Loans can be turned around in a matter of days and JFLA is equipped to handle applications and process loans electronically and telephonically, not requiring an in-person interview. Historically, Grose said that JFLA has made hundreds of loans to Beverly Hills residents on an annual basis.
For over 115 years JFLA has offered interest-free loans on a non-sectarian basis to individuals and families whose needs are urgent and who may not qualify through normal financial channels. Those in need of assistance during this time may fill out applications at jfla.org.
“As Chair of the Human Relations Commission (HRC), I want to make sure our residents know of every opportunity that is available to assist them financially,” Ori Blumenfeld told the Courier. “With parents out of work and at home taking care of their children,all financial help should be made available to them.”

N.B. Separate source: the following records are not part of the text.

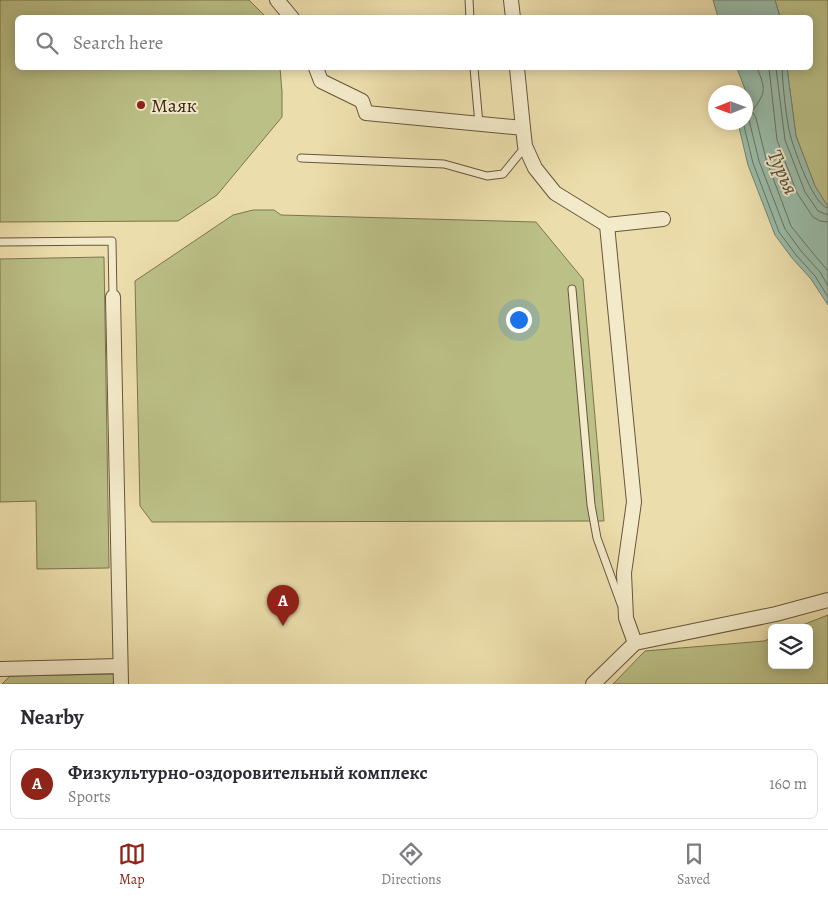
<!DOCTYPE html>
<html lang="en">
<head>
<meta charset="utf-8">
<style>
  body { margin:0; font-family:Alegreya,serif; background:#f2f2f3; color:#2b2b33 }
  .controls { position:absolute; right:15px; bottom:15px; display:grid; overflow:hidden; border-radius:8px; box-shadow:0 2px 12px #0003 }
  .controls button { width:45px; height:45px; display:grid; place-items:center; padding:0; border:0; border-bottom:1px solid #e1e1e2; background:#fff; color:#2b2b33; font:25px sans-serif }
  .compass { position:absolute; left:708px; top:85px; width:45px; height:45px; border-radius:50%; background:#fff; box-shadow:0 2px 12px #0003; rotate:269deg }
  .you { position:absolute; left:518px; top:319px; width:18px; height:18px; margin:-12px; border:4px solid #fff; border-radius:50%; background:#1a73e8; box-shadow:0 0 0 8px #1a73e833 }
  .badge { display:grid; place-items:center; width:32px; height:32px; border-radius:50%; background:#8f2418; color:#fff; font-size:16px; font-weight:700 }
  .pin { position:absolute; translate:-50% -41px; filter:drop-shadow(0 1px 2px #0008) }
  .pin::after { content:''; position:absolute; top:26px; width:18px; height:15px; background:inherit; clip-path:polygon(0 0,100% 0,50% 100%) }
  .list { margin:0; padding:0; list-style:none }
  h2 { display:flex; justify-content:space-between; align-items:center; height:65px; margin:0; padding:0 20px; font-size:21px }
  h2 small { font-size:16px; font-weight:400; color:#7c7c81 }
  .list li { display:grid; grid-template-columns:32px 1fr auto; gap:15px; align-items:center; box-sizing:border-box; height:70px; margin:0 10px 10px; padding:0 10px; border:1px solid #e1e1e2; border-radius:8px }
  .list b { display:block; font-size:19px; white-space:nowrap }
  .list p { margin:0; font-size:16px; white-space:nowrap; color:#7c7c81 }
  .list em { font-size:16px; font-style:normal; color:#7c7c81 }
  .icon { flex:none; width:28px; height:28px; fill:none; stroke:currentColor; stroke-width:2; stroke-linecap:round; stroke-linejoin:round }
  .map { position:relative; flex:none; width:828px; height:684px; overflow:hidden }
  .search { position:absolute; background:#fff; box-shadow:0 2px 12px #0003; left:15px; right:15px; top:15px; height:55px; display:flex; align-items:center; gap:12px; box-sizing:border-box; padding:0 18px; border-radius:8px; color:#7c7c81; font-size:19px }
  .sheet { height:145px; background:#fff }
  nav { display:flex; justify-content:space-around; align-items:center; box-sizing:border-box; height:70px; border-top:1px solid #e1e1e2; background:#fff; font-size:14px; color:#7c7c81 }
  nav a { display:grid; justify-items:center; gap:2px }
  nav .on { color:#8f2418 }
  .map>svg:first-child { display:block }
  .green { fill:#bbc087; stroke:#7c7450 }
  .water { fill:#99bcaa; stroke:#748070 }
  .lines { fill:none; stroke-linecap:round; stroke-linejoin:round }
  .shore { stroke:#6a7262; stroke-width:1 }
  .lane-casing { stroke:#68553e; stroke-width:9 }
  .street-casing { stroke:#68553e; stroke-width:16 }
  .lane { stroke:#f3eac9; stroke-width:7 }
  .street { stroke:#f3eac9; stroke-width:14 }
  .poi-dot { fill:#8f2418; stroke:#f3eac9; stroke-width:2 }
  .labels { text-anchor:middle; stroke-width:4; stroke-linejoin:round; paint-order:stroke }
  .poi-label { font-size:20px; fill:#3c271a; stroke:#f3eac9; text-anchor:start }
  .water-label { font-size:21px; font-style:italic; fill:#534c3e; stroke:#f3eac9 }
</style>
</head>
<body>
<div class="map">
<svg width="828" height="684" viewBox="0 0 828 684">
  <rect width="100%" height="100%" fill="#ecdeac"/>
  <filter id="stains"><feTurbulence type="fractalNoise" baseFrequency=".004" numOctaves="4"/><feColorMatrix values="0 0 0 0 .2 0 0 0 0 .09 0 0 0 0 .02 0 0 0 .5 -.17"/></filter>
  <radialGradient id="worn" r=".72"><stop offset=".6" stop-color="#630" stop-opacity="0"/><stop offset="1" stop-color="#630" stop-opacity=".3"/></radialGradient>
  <g class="green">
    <path d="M0,0H249L266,17L18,18V68H280L282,92V117L217,195L178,221L0,222Z"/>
    <path d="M775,0H828V207L815,186L796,136L787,68H810V18L780,17Z"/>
    <path d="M253,210H274L281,215L536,222L583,279L604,521L152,522L140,506L135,281L233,215Z"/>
    <path d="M104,257L109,568L37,569L36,501L0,502V259Z"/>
    <path d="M828,615V684H613L645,651L764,641L772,638V665H809V628H795Z"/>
    <path d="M114,674V684H2L10,676Z"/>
  </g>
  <g class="water">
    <path d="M713,0H775L780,17H718Z"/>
    <path d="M737,68H787L796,136L815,186L828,207V305L811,279L792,258L775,235L748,165L738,123L746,122V92Z"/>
  </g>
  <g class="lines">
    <g class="shore">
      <path d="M757,68C766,89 766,93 752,111L756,118L766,159L791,226L807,246L828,271"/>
      <path d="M769,68L777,140L797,193L813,217L820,221L828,222"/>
      <path d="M776,68L785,140L805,192L818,211L828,215"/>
      <path d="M782,68C783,86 786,120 791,138C795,151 814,207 828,208"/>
      <path d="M746,115L749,120L759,161L785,229L801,251L820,272L828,286"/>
      <path d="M743,122L753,163L779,232L796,255L815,276L828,297"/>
    </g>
    <defs>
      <g id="lane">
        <path d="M469,0L470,18"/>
        <path d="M474,68L479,124"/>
        <path d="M301,158L444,164L487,176L503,174L525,147"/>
        <path d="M0,242L112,241L113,297"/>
        <path d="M572,289L591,505L597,538L621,604"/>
      </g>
      <g id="street">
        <path d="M277,0L292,18"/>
        <path d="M511,0L513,18"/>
        <path d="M316,68L321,81L362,101L366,113L523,128L525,146L535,168L555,193L607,225L663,219"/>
        <path d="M517,68L523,128"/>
        <path d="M607,225L634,502L624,573L626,618L635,643"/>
        <path d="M113,297L121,684"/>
        <path d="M0,669L120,666"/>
        <path d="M593,684L635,643L776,614L828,600"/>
      </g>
    </defs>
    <use href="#lane" class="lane-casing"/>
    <use href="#street" class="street-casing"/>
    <use href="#lane" class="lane"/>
    <use href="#street" class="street"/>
  </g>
  <circle class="poi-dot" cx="141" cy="105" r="5"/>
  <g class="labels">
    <g class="poi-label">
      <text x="151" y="112">Маяк</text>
    </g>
    <g class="water-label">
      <text transform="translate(783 172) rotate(66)" y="7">Турья</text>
    </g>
  </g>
  <rect width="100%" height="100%" filter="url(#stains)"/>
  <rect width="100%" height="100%" fill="url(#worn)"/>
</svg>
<div class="controls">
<button><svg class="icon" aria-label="layers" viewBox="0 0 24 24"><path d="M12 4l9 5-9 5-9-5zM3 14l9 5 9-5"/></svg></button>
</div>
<svg class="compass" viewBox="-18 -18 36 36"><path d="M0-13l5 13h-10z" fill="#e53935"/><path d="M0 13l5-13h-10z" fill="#7c7c81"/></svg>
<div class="you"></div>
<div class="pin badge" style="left:283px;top:626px">A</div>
<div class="search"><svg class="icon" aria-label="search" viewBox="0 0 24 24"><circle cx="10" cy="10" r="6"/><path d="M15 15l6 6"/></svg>Search here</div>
</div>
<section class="sheet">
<h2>Nearby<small></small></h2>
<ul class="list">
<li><span class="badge">A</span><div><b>Физкультурно-оздоровительный комплекс</b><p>Sports</p></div><em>160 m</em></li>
</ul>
</section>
<nav>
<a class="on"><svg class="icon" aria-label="map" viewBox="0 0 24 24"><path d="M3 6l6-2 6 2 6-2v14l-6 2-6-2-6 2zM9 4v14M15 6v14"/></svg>Map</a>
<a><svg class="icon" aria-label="directions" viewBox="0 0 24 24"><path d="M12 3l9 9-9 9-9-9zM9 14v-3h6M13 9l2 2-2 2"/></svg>Directions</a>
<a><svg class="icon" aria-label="saved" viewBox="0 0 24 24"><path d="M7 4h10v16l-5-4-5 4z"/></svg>Saved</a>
</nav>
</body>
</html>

Blumenfeld said he first encountered JFLA as a law student needing assistance to repay his tuition. As HRC Chair, Blumenfeld said he renewed contact with the association after it applied for Community Assistance Grant Funding in order to help the association raise more funds to make more emergency loans. The HRC, along with the City’s Charitable Solicitations Commission, will review JFLA’s application for funding recommendations.
“It is so important that during this time that these loans reach as many people as possible that require them while they are out of work, whether or not they are caring for their children,” Blumenfeld added.
Those in need of extra assistance can also avail themselves of the Israeli-American Civic Action Network (ICAN), which has launched an emergency relief program. It can be accessed at IsraelUSA.org/help.
“We’re here to help the community,” said ICAN Chief Advocacy Officer Dillon Hosier. “ICAN can connect you to resources that may be able to provide short-term assistance for food, housing or small businesses.”